Ready-made’i  kısaca hazır eşyalar üzerinde yapılan ufak tefek değişikliklerle onlara başka fonksiyonlar yüklemek diye tanımlayabiliriz.Ready-made denince aklımıza ilk gelen isim M.Duchamp ve tabiki de onun pisuar örneği.Sıradan bir pisuarı evire çevire sanat yapıtına dönüştürmek ve adına da çeşme koymak herkesin yapabileceği birşey değil.1900’lerde başlayan ve günümüze kadar gelen bu sanat akımını sevdiğim ve yakından takip ettiğim için sayfamda zaman zaman yer vermeyi düşünüyorum bu yüzden de ön bilgi gerekli olabilir diye düşündüm.

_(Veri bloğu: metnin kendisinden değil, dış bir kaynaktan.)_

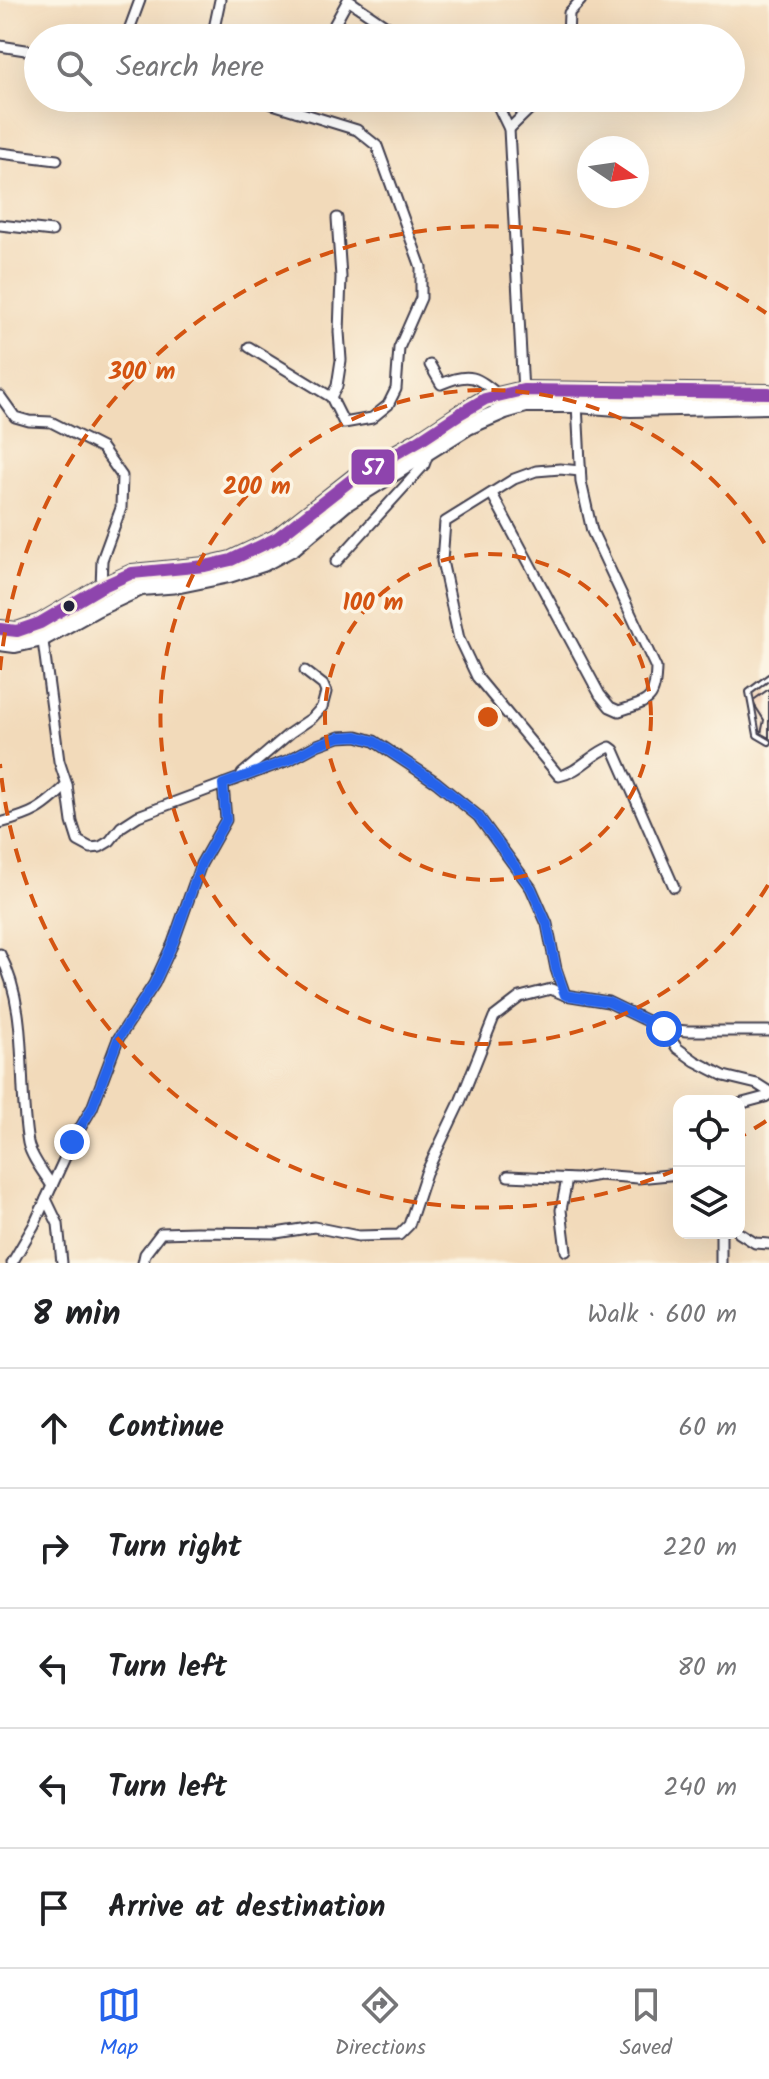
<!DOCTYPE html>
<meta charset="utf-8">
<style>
body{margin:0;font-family:Kalam,sans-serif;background:#f2f2f2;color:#202124}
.controls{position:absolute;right:24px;bottom:24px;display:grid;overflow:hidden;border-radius:16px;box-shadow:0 8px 32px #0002}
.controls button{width:72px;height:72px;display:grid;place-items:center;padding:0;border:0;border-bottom:2px solid #e0e0e0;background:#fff;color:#202124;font:40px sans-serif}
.compass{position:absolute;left:577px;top:136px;width:72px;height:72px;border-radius:50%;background:#fff;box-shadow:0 8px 32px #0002;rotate:103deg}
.stop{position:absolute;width:24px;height:24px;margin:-18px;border:6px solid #2563eb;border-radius:50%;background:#fff}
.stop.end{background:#2563eb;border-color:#fff;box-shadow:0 2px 8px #0008}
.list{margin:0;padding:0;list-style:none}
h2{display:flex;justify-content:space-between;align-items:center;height:104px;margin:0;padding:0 32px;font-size:34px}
h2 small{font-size:26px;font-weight:400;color:#757577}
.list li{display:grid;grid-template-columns:52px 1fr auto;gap:24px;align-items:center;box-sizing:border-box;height:120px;padding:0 32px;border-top:2px solid #e0e0e0}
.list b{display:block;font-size:30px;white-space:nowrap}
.list em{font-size:26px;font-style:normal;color:#757577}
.icon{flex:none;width:44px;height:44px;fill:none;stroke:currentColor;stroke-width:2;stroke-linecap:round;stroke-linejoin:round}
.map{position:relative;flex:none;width:769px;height:1263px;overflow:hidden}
.search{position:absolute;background:#fff;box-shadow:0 8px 32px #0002;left:24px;right:24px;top:24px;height:88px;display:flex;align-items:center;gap:20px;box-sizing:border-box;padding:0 28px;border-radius:44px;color:#757577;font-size:30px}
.sheet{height:704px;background:#fff}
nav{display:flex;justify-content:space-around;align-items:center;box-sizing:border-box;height:112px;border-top:2px solid #e0e0e0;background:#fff;font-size:22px;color:#757577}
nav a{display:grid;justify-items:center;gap:4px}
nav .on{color:#2563eb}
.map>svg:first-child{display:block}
.building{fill:#e7b594}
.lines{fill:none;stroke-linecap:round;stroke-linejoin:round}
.lane-casing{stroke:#413e4e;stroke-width:8}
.street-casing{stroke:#413e4e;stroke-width:13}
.highway-casing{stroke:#413e4e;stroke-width:20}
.lane{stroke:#fff;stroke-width:4}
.street{stroke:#fff;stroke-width:9}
.highway{stroke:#fff;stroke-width:16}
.bus-1-casing{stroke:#fcf5e5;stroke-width:18}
.bus-1{stroke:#8e44ad;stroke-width:12}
.route{stroke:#2563eb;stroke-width:10}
.ring{fill:none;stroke:#d45411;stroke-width:4;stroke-dasharray:14 10}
.bus-dot{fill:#22223b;stroke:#fcf5e5;stroke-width:3}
.centre{fill:#d45411;stroke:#fcf5e5;stroke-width:4}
.ring-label{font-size:24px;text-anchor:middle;font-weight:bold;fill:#d45411;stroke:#fcf5e5;stroke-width:7;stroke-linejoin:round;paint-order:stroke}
.line-badge{stroke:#fcf5e5;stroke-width:3}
.badge-label{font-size:22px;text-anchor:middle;font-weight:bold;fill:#fff}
</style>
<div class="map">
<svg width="769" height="1263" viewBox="0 0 769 1263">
<rect width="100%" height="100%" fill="#fcf5e5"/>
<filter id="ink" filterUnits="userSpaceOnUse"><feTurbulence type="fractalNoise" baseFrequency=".0125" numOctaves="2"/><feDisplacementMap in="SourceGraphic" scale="16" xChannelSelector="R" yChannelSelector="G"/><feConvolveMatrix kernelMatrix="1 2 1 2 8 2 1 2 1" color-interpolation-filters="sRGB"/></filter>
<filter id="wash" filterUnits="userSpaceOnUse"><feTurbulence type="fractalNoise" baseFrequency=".006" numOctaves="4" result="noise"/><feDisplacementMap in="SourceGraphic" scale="32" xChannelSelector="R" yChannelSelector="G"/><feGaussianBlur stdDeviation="1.8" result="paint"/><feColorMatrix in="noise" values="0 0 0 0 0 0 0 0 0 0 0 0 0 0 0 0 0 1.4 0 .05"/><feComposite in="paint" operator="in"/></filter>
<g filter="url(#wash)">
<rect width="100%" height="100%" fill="#f2daba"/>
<g id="blocks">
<polygon class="building" points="769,689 769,738 761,734 764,720 752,701"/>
</g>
</g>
<g filter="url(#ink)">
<use href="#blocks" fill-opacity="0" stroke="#413e4e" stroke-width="2"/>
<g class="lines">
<g class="lane-casing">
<polyline id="lane" points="769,677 749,692 757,735 769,742"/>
</g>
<g class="street-casing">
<g id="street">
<polyline points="348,0 404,38"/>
<polyline points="126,38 140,0"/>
<polyline points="212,38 220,0"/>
<polyline points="327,38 348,0"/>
<polyline points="568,38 569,13 581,0"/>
<polyline points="0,46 38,52"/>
<polyline points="490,98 496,102 509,129 523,392"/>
<polyline points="296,111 301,98"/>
<polyline points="509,129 541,98"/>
<polyline points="0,153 57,160"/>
<polyline points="0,225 52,231"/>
<polyline points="249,347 331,397 344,423 372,418 388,405 396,389 399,348 421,298 421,267 377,146 357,130 253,98"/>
<path d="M 430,365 L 441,384 C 470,371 477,377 500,396"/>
<polyline points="0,396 15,417 29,421 51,422 102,448 122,476 121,508 102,560 101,587"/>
<polyline points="331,397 337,386 341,360 339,332 341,277 337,218"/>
<path d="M 580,471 L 560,469 L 536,471 L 514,479 L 445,522 L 442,561 L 459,639 L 477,677 L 559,776 C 579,772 591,754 610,747 L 614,750 L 674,887"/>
<path d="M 492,494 L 600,695 L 610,707 L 619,711 C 649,701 655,702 656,668 L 592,531 L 581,482 L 577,404"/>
<polyline points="336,562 424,465 428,454"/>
<polyline points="242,774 290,733 312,718 322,707 326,692 323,685 305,671"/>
<polyline points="223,784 289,760 317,745 339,737 357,736 374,741 436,782 478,816 531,888 547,924 556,969 565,995"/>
<path d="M 0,823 C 34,814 42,809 67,785 L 59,761 L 42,634"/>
<path d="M 0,954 C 30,1012 17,1081 28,1143 C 31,1157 44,1173 52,1186"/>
<polyline points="664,1029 677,1048 695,1061 724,1076 757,1084 768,1091 768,1095 765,1097 739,1104"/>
<polyline points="508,1176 577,1179 599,1175 638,1178 679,1174"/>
<polyline points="46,1199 58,1224 62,1263"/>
<polyline points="721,1233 721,1263"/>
<polyline points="739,1233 755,1243 769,1244"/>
<polyline points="566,1251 561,1210 567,1179"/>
<polyline points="12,1263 34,1225 72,1142 92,1108 118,1039 154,984 173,943 201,864 226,820 223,784 138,816 121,827 110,841 100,847 91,848 78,841 72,822 67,785"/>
<polyline points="143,1263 145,1254 161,1233 196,1232 276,1233 314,1227 358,1236 399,1235 409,1225 426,1173 460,1102 494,1017 520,997 551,989 565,995 608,1002 664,1029 687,1031 769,1031"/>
</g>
</g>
<g class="highway-casing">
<g id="highway">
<polyline points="0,629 17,631 40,623 101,587 132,573 205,566 231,560 277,538 355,477 420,440 461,413 485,399 523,390 769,393"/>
<polyline points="0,642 15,644 42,638 96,608 141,587 180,584 229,574 263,563 293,547 345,503 468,426 505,410 526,404 577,404 631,408 769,405"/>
</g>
</g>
<use href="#lane" class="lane"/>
<use href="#street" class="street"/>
<use href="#highway" class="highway"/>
<g class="bus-1-casing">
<polyline id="bus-1" points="0,629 17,631 40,623 101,587 132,573 205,566 231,560 277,538 355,477 420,440 461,413 485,399 523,390 769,393"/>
</g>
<use href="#bus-1" class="bus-1"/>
</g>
</g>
<g class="lines" filter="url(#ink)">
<polyline class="route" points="72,1142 92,1108 118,1039 154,984 173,943 201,864 226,820 223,784 289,760 317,745 339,737 357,736 374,741 436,782 478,816 531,888 547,924 556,969 565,995 608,1002 664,1029"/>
</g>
<g class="ring">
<circle cx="488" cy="717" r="163"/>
<path d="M768 885A327 327 0 1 1 768 549"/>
<path d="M766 1121A490 490 0 0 1 740 1137M676 1170A490 490 0 0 1 0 764M0 670A490 490 0 0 1 766 313"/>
</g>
<circle class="bus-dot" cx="69" cy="606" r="7"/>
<circle cx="488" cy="717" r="12" class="centre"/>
<g class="ring-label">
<text x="142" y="379">300 m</text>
<text x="257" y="494">200 m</text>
<text x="373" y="610">100 m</text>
</g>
<rect class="line-badge" x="350" y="448" width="46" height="38" rx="8" fill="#8e44ad"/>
<g class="badge-label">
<text x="373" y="475">57</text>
</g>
</svg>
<div class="controls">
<button><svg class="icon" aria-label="locate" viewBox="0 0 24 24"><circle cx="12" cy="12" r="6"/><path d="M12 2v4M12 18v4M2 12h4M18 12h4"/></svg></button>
<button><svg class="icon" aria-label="layers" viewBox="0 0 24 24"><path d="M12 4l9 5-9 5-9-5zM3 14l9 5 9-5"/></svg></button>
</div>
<svg class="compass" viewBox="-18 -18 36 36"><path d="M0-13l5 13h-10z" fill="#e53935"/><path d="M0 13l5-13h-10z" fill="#757577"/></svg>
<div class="stop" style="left:664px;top:1029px"></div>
<div class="stop end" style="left:72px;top:1142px"></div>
<div class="search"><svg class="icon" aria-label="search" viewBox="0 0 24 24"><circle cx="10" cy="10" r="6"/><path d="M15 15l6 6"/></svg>Search here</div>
</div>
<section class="sheet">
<h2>8 min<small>Walk · 600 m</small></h2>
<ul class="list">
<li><svg class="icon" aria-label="ahead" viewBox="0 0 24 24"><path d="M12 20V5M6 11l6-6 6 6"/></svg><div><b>Continue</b></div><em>60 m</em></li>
<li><svg class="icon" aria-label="right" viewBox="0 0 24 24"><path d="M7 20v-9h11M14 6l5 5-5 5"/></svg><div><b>Turn right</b></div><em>220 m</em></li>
<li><svg class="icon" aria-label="left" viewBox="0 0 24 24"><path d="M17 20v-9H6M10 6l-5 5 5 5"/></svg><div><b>Turn left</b></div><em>80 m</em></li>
<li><svg class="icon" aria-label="left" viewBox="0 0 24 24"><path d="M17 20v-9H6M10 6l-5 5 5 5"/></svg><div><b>Turn left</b></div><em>240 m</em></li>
<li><svg class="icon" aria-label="arrive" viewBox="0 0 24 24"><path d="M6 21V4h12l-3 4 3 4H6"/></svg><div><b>Arrive at destination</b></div></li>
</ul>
</section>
<nav>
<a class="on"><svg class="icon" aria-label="map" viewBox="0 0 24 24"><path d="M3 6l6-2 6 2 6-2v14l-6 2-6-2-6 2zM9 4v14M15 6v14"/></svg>Map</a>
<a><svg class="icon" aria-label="directions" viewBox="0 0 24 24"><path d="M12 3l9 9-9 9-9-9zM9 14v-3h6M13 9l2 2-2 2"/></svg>Directions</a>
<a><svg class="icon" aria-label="saved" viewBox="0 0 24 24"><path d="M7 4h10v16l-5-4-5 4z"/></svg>Saved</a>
</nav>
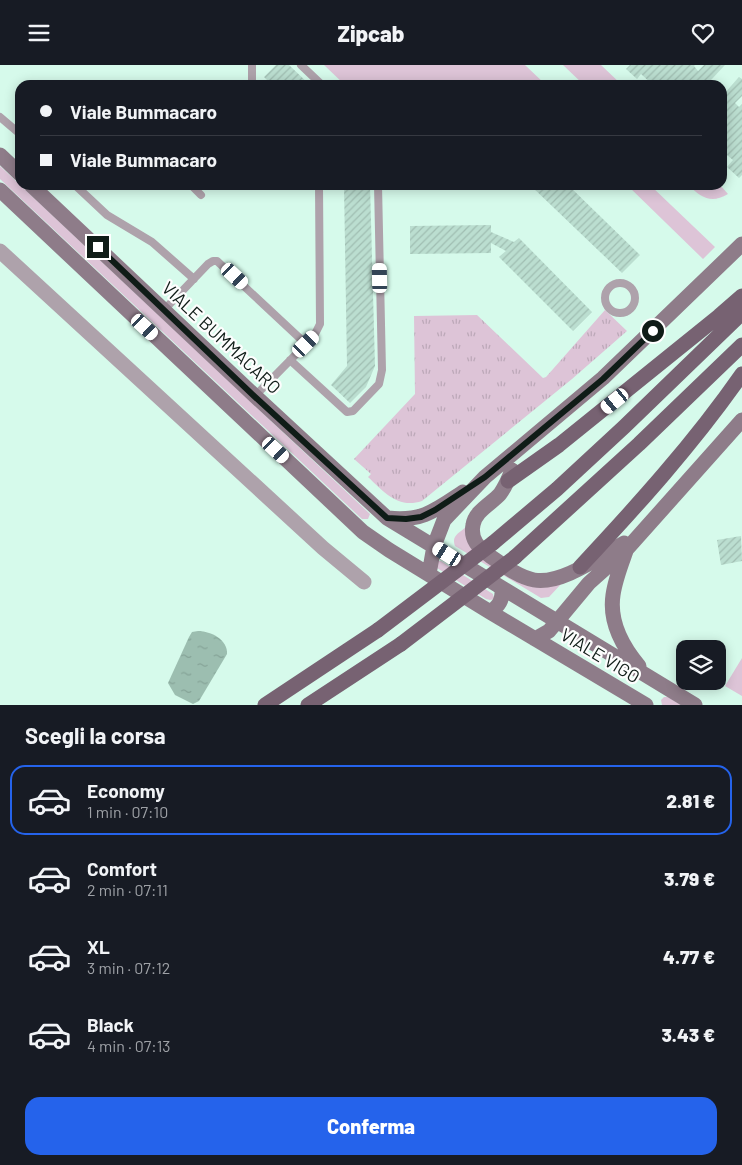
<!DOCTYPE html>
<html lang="it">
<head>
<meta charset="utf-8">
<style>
  :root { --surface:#171b24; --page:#20242c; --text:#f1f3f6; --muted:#9ea1a6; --line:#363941; --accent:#2563eb }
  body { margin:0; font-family:Barlow,sans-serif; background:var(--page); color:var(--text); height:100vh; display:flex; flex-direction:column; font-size:19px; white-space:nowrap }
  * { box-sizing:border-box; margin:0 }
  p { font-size:16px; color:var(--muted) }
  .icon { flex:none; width:28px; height:28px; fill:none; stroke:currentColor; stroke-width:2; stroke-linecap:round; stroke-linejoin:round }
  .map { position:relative; height:640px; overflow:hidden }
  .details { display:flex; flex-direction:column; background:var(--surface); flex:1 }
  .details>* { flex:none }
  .hud { position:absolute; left:15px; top:15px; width:712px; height:110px; border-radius:15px; box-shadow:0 2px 12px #0003; display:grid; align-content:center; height:110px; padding:0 25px; background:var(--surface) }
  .buttons { position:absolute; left:676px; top:575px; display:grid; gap:10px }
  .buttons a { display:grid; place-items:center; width:50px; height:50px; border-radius:10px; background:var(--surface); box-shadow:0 2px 12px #0003; font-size:25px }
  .end { position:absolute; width:22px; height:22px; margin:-11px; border:6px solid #0f1c17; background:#fff; box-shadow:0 0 0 2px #fff }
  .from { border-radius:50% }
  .car { position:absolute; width:15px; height:30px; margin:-15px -8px; border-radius:6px; box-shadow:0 0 4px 1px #0007; background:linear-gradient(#fff 24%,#345 0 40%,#fff 0 76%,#345 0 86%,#fff 0) }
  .hud b { display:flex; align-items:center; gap:18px; height:48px; font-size:19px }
  .hud b+b { border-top:1px solid var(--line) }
  .hud i { width:12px; height:12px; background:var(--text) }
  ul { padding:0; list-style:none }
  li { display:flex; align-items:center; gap:15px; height:70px; margin:0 10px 8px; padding:0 15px; border:2px solid transparent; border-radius:15px }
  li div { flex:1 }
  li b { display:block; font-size:19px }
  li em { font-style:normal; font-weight:800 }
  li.current { border-color:var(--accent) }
  li>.icon { width:45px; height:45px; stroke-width:1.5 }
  h2 { padding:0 25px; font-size:22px; line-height:60px }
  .cta { display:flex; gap:10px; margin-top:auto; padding:10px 25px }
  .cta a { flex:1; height:58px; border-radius:15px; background:var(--accent); color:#fff; font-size:20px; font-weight:800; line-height:58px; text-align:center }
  header { display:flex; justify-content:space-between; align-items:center; height:65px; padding:0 25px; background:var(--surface); font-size:22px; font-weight:800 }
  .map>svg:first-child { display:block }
</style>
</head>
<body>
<header><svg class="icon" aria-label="menu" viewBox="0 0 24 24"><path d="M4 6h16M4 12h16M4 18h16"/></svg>Zipcab<svg class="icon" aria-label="heart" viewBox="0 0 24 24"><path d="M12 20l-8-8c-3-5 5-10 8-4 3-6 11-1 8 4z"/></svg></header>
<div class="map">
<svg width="742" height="640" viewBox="0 0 742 640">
  <defs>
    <pattern id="park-tufts" width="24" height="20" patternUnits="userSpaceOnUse" patternTransform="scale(1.25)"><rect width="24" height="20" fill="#ddc4d7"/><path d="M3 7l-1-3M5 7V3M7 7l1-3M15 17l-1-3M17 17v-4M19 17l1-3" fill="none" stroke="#bca8b8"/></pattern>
    <pattern id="water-ripples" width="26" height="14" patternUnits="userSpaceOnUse" patternTransform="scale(1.25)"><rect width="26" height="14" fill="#9cbeb0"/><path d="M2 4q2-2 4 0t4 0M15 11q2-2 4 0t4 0" fill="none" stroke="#85a397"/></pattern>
    <pattern id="building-hatch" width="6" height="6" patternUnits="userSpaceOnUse" patternTransform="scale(1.25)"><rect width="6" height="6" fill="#bbded0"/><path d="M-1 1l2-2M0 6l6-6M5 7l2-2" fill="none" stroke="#a0beb2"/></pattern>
  </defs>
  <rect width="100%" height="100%" fill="#d6faeb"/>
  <path fill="#ddc4d7" d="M324 0H525L546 20H345Z
    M563 0H601L622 20H584Z
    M0 101 370 449 368 454H362L0 114Z
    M627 120H650L715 182 703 194Z
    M688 120H720L728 129C711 139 702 133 688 120Z
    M466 462 524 517H563L549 532 541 533 455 481C451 471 459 468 466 462Z
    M438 496H441L493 529 494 534 490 535 486 534 437 503Z
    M742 593V631L725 621Z
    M664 632H668L681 640H662L661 635Z"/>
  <path fill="url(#park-tufts)" d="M605 245 627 266 572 314 422 436C398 444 384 427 368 412L371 409 354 394 415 329 414 251 477 250 543 313 546 312Z"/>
  <path fill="url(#water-ripples)" d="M198 566C211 566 228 575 227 589L199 636 193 639 175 630 168 618 189 572 192 567Z"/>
  <path fill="url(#building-hatch)" d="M276 0H289L310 20H272L264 12Z
    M630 0H695L694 1 698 6 704 0H725L710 16 714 20H653L641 9 637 14 626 4Z
    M739 12 742 14V31L735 38 739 42 742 39V110L739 113 727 102 733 95 722 86V28L724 29Z
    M344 120H370L375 301 366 322 350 338 331 320 347 301Z
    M530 120H568L640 190 622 208Z
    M491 160V167L514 177 519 173 592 247 573 266 499 192 506 186 491 178V188L410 189V161Z
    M741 471 742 496 721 500 717 475Z"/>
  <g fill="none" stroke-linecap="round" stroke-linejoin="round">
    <path stroke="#aea2ab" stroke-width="8" d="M252 0V20
      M301 0 322 20
      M0 52 20 69
      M75 120 107 150 152 177 194 214
      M191 120 201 130
      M605 233a15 15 0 1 1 30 0a15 15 0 1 1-30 0Z
      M164 245 208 199 213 196H217L306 279
      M290 295 347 347 353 346 379 319 382 305 378 120
      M255 331 314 271 320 259 319 120"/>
    <path stroke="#aea2ab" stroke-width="15" d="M0 186 323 483 364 517"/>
    <path stroke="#8e7c89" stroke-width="15" d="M0 90 20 109
      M31 120 255 331 387 453 695 640
      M0 125 363 467 389 485 490 547 646 640
      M512 405C509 413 505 422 500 429 491 439 475 446 473 460 470 475 479 483 490 491 503 500 518 512 534 515 562 520 600 491 624 478
      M388 453C422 457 436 445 463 427
      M626 486C621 500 615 515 613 530 609 557 623 582 639 601
      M429 509 434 481 444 455 485 412 603 313 742 179
      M490 547C499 541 503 535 502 523
      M535 574 549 566 589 518 626 485 742 355"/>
    <path stroke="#776272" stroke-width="15" d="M508 416 559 380 719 251 742 231
      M493 478 557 424 624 362 742 248
      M515 492 639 379 742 280
      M580 502C637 441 694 378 742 309
      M265 640 378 565
      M308 640 401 579"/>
    <path stroke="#776272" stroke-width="15" d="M378 565 493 478
      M401 579 515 492"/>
  </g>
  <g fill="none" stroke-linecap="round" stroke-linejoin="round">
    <path stroke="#0f1c17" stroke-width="6" d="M98 182 254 331 387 453 406 454 421 452 435 445 485 412 603 314 653 266"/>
  </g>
  <g text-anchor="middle" stroke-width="4.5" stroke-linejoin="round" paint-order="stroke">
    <g font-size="18" fill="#0f1c17" stroke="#fdfdfd">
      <text transform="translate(221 273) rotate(43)" y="6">VIALE BUMMACARO</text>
      <text transform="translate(600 591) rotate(31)" y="6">VIALE VIGO</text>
    </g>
  </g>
</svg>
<div class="buttons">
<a><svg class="icon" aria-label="layers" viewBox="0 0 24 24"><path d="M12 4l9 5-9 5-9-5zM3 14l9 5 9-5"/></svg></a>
</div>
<i class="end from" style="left:653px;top:266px"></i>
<i class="end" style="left:98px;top:182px"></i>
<i class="car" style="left:235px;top:211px;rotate:133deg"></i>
<i class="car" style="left:380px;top:213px;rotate:359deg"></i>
<i class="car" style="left:145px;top:262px;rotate:133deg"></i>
<i class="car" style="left:306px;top:279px;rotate:45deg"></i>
<i class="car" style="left:615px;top:336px;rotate:231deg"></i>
<i class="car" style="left:276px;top:385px;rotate:133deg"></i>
<i class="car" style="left:447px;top:489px;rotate:302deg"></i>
<div class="hud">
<b><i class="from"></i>Viale Bummacaro</b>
<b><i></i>Viale Bummacaro</b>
</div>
</div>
<section class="details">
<h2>Scegli la corsa</h2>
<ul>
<li class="current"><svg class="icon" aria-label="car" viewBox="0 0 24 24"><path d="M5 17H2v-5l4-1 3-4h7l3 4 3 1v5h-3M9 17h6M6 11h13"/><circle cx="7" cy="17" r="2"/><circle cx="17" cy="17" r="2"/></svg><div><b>Economy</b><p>1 min · 07:10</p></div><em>2.81 €</em></li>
<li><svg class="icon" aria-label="car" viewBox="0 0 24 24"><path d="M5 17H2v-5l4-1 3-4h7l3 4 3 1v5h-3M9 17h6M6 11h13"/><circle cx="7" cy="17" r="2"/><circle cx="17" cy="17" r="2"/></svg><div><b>Comfort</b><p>2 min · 07:11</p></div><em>3.79 €</em></li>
<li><svg class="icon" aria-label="car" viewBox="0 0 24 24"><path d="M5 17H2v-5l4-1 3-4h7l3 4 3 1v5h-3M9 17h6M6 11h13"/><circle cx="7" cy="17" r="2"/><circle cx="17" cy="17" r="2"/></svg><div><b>XL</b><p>3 min · 07:12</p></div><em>4.77 €</em></li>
<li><svg class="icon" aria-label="car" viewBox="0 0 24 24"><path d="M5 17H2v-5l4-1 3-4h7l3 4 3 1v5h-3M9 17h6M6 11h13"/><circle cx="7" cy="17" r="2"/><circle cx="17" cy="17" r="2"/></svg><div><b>Black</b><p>4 min · 07:13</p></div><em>3.43 €</em></li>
</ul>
<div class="cta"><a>Conferma</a></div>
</section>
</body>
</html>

Ready –made şişe aydınlatmalar bu akımın en pratik ve basit örneklerinden bir tanesi.
Özellikle Pop Art tarzı mekanlar için şık bir tamamlayıcı diye düşünüyorum,ama bunun yanı sıra modernizmin ve minimalizmin ağırlıkta olduğu mekanlarda  da dikkat çekici bir detay olarak uygulanabilir.Bu ürünleri hazır olarak satın da alabiliriz ; ama yok ben bu işlere yatkınım hem kendimden birşeyler katmış olurum derseniz birazcık mesai ile kendiniz de yapabilirsiniz.Tek ihtiyacınız olan gözünüze hoş gelen bir kaç şişe ve tasarımınıza göre şişeleri biraraya getirmek için metal bir konstrüksüyon.(Şişeleriniz üzerinde kesme,ajur vs gibi detaylar isterseniz  şişelerinizi götürüp bir kaç dakikada bu işleri yaptırabileceğiniz atölyeler mevcut.)Sıradan aydınlatmalara alternatif olarak izlemekten keyif alabileceğiniz bir ürün olarak düşündüm ben,bilmem siz ne dersiniz?